But continuing revelations about how many different ways personal privacy is still disappearing are still enough to unnerve people. It is not just about the trail everybody leaves from the websites they visit, or from security cameras in public places. It is also about smart cars. It is about the cellular towers that serve their smartphones. And it is now also about their friendly brick-and-mortar retailer.
One example of many is clothing retailer Nordstrom, which began tracking shoppers in its stores about a year ago through the Wi-Fi signals from their smartphones.
At least the company was somewhat transparent about it -- it posted a sign telling customers what it was doing. But that generated enough complaints for it to end the program in May.
Of course, Nordstrom is not the only retailer looking to track shoppers in its physical stores. And at one level, they and their defenders argue that this is not a big deal -- that they aren't doing anything more intrusive than those in the online world who track the activities of shoppers and then try to pitch them ads that will be more "relevant." They're just catching up.
They could argue that it is less intrusive than plenty of other data collection, from social networking sites like Facebook to government, in the form of the National Security Agency (NSA). Stillman Bradish, co-founder of The Wireless Registry, a D.C.-based start-up that is reportedly designing ways for consumers to opt out of the tracking, told the Washington Post that, in general, Wi-Fi tracking doesn't collect PII (Personally Identifiable Information).
And, as plenty of privacy experts have pointed out, the "new normal" today is for people to spill every detail of their lives online, including where they shopped and what they bought.
Veteran private investigator Steven Rambam has been telling audiences for years that the logical result of all that voluntary sharing is that, "Privacy is dead, and you guys murdered it."
At one point in a presentation to The Next HOPE (Hackers On Planet Earth) conference three years ago, Rambam asked how many had Facebook pages. Every hand went up. Then he asked those who had read Facebook's Terms of Service to keep their hands up. Every hand went down.
[Chomsky, Gellman talk Big Data at MIT conference]

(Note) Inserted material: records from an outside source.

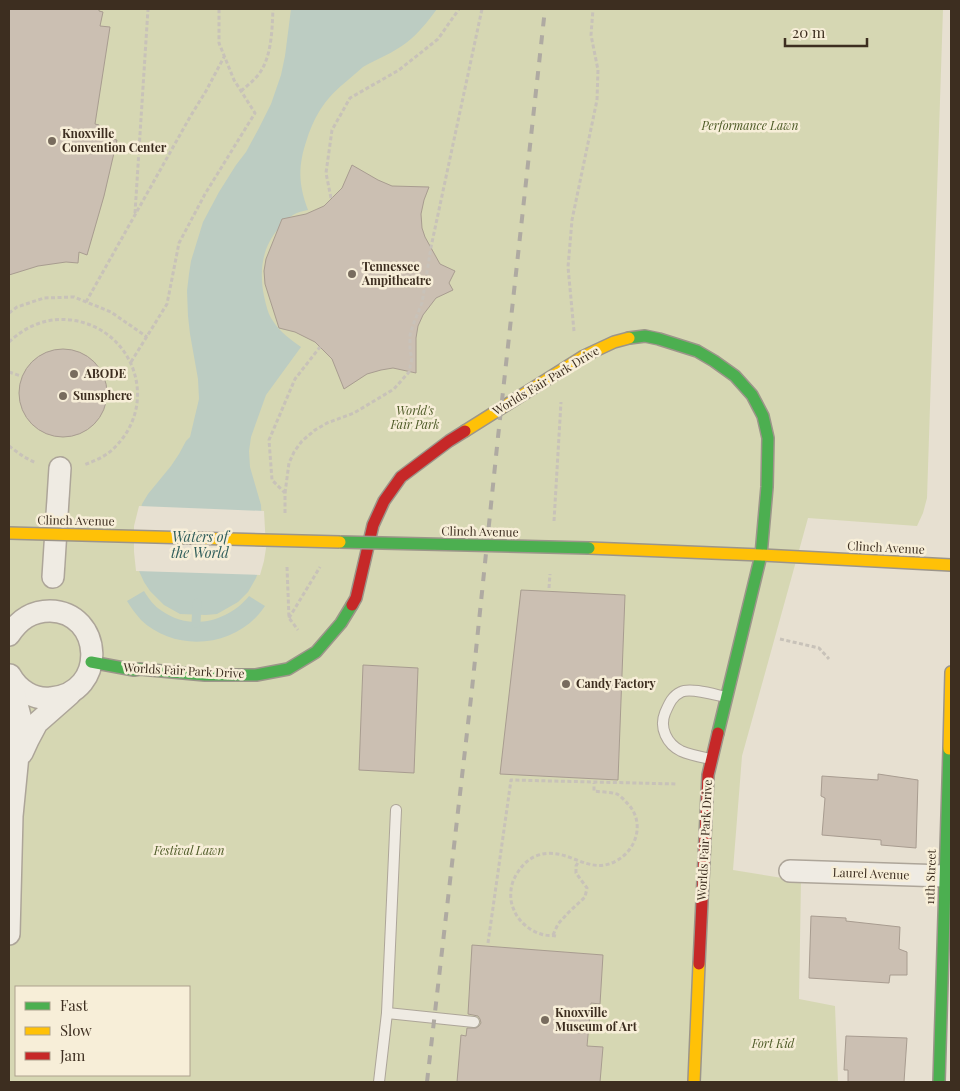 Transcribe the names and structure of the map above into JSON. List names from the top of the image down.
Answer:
{
  "streets": {
    "street": [
      "Worlds Fair Park Drive",
      "Clinch Avenue",
      "Laurel Avenue",
      "11th Street"
    ]
  },
  "crossings": [
    ["Worlds Fair Park Drive", "Clinch Avenue"],
    ["Laurel Avenue", "11th Street"]
  ],
  "water": ["Waters of the World"],
  "parks": [
    "Performance Lawn",
    "World's Fair Park",
    "Festival Lawn",
    "Fort Kid"
  ],
  "places": [
    "Knoxville Convention Center",
    "Tennessee Ampitheatre",
    "ABODE",
    "Sunsphere",
    "Candy Factory",
    "Knoxville Museum of Art"
  ],
  "legend": ["Fast", "Slow", "Jam"],
  "scale_bar": "20 m"
}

He was even more critical of users of social networks like Swipely, designed for friends to share their purchase history. "Why would you put your shopping history on (things like that)?" he said. "You deserve every bit of screwing that you get."
Still, consumers have a sense -- logical or not -- that they have some control over the voluntary sharing they do, while they have little or none over a retailer tracking their movements in a store.

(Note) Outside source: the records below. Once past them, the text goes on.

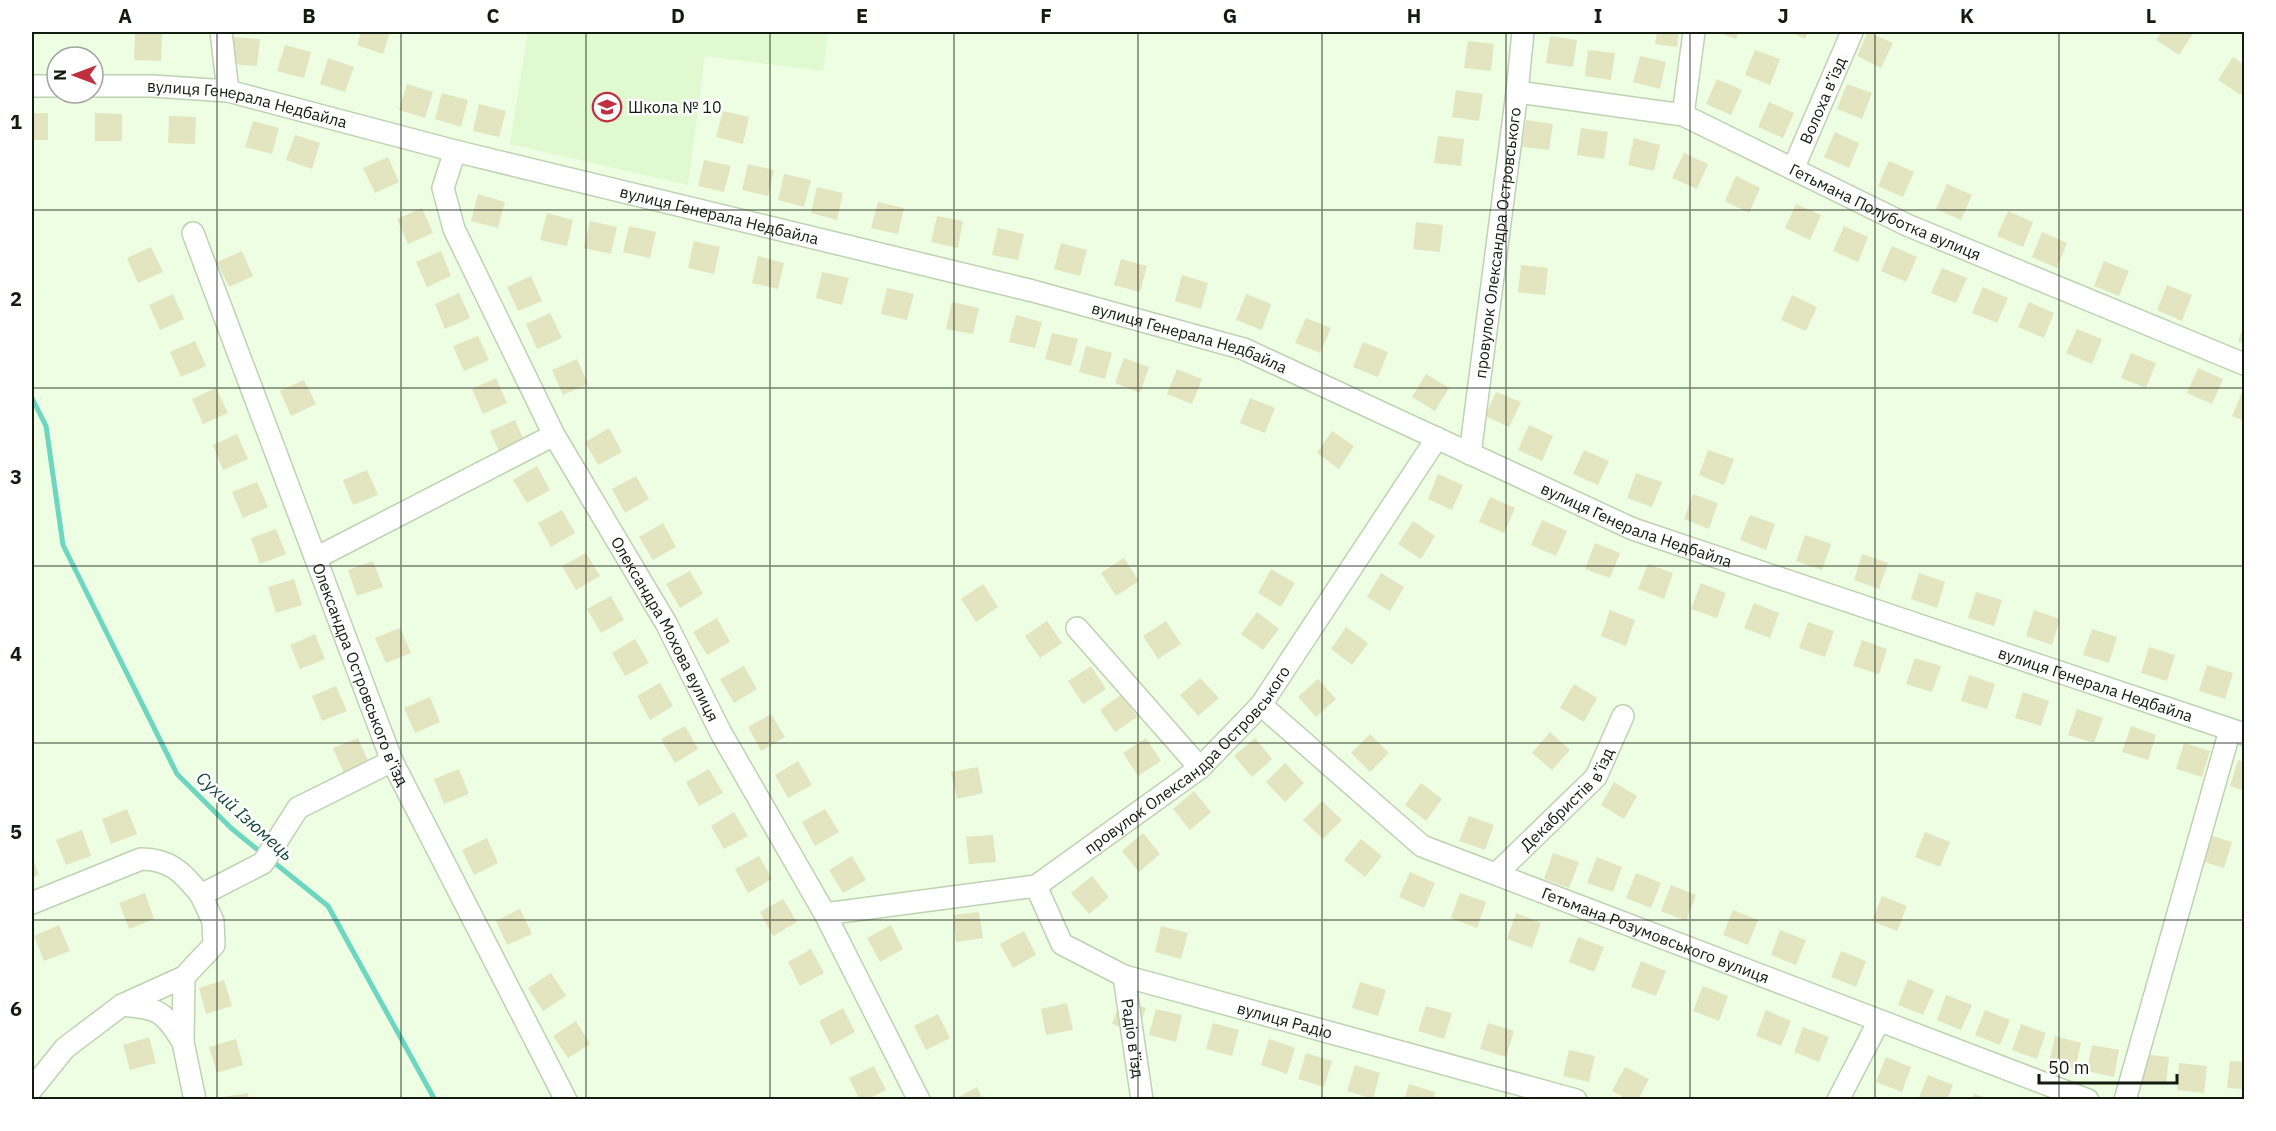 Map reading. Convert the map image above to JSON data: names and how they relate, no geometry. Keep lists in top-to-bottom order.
{
  "streets": {
    "street": [
      "Волоха в’їзд",
      "вулиця Генерала Недбайла",
      "Гетьмана Полуботка вулиця",
      "провулок Олександра Островського",
      "Олександра Мохова вулиця",
      "Олександра Островського в’їзд",
      "Декабристів в’їзд",
      "Гетьмана Розумовського вулиця",
      "вулиця Радіо",
      "Радіо в’їзд"
    ]
  },
  "crossings": [
    ["Волоха в’їзд", "Гетьмана Полуботка вулиця"],
    ["вулиця Генерала Недбайла", "провулок Олександра Островського"],
    ["вулиця Генерала Недбайла", "Олександра Мохова вулиця"],
    ["Гетьмана Полуботка вулиця", "провулок Олександра Островського"],
    ["провулок Олександра Островського", "Олександра Мохова вулиця"],
    ["провулок Олександра Островського", "Гетьмана Розумовського вулиця"],
    ["провулок Олександра Островського", "вулиця Радіо"],
    ["Декабристів в’їзд", "Гетьмана Розумовського вулиця"],
    ["вулиця Радіо", "Радіо в’їзд"]
  ],
  "water": ["Сухий Ізюмець"],
  "places": {
    "school or university": ["Школа № 10"]
  },
  "scale_bar": "50 m",
  "north": "left",
  "grid": {
    "columns": [
      "A",
      "B",
      "C",
      "D",
      "E",
      "F",
      "G",
      "H",
      "I",
      "J",
      "K",
      "L"
    ],
    "rows": [
      "1",
      "2",
      "3",
      "4",
      "5",
      "6"
    ]
  }
}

The tracking is possible because of the MAC (Media Access Control) address that all Wi-Fi or Bluetooth-enabled devices have -- a unique, 12-digit code to help routers send data to the right recipient. When a Wi-Fi card is on, looking for networks to join, it is detectable by local routers, such as those in a retail establishment.
Through that, the company can learn how long people stand in line at a cash register, what aisles they visit and for how long, what promotions are more effective, who visits their stores more than once, what spot in the store draws the most people and much more.
This information is logged and uploaded to third-party companies that conduct data analytics. According to Jules Polonetsky, executive director of the Washington, D.C.-based think tank Future of Privacy Forum (FPF), nine firms have most of the market for analyzing tracking data, but there are 40 or more in the field.
The obvious goal of all this is, on its face, rather benign. "They want to sell you stuff," said Rambam. But privacy advocates say it can and does go well beyond that.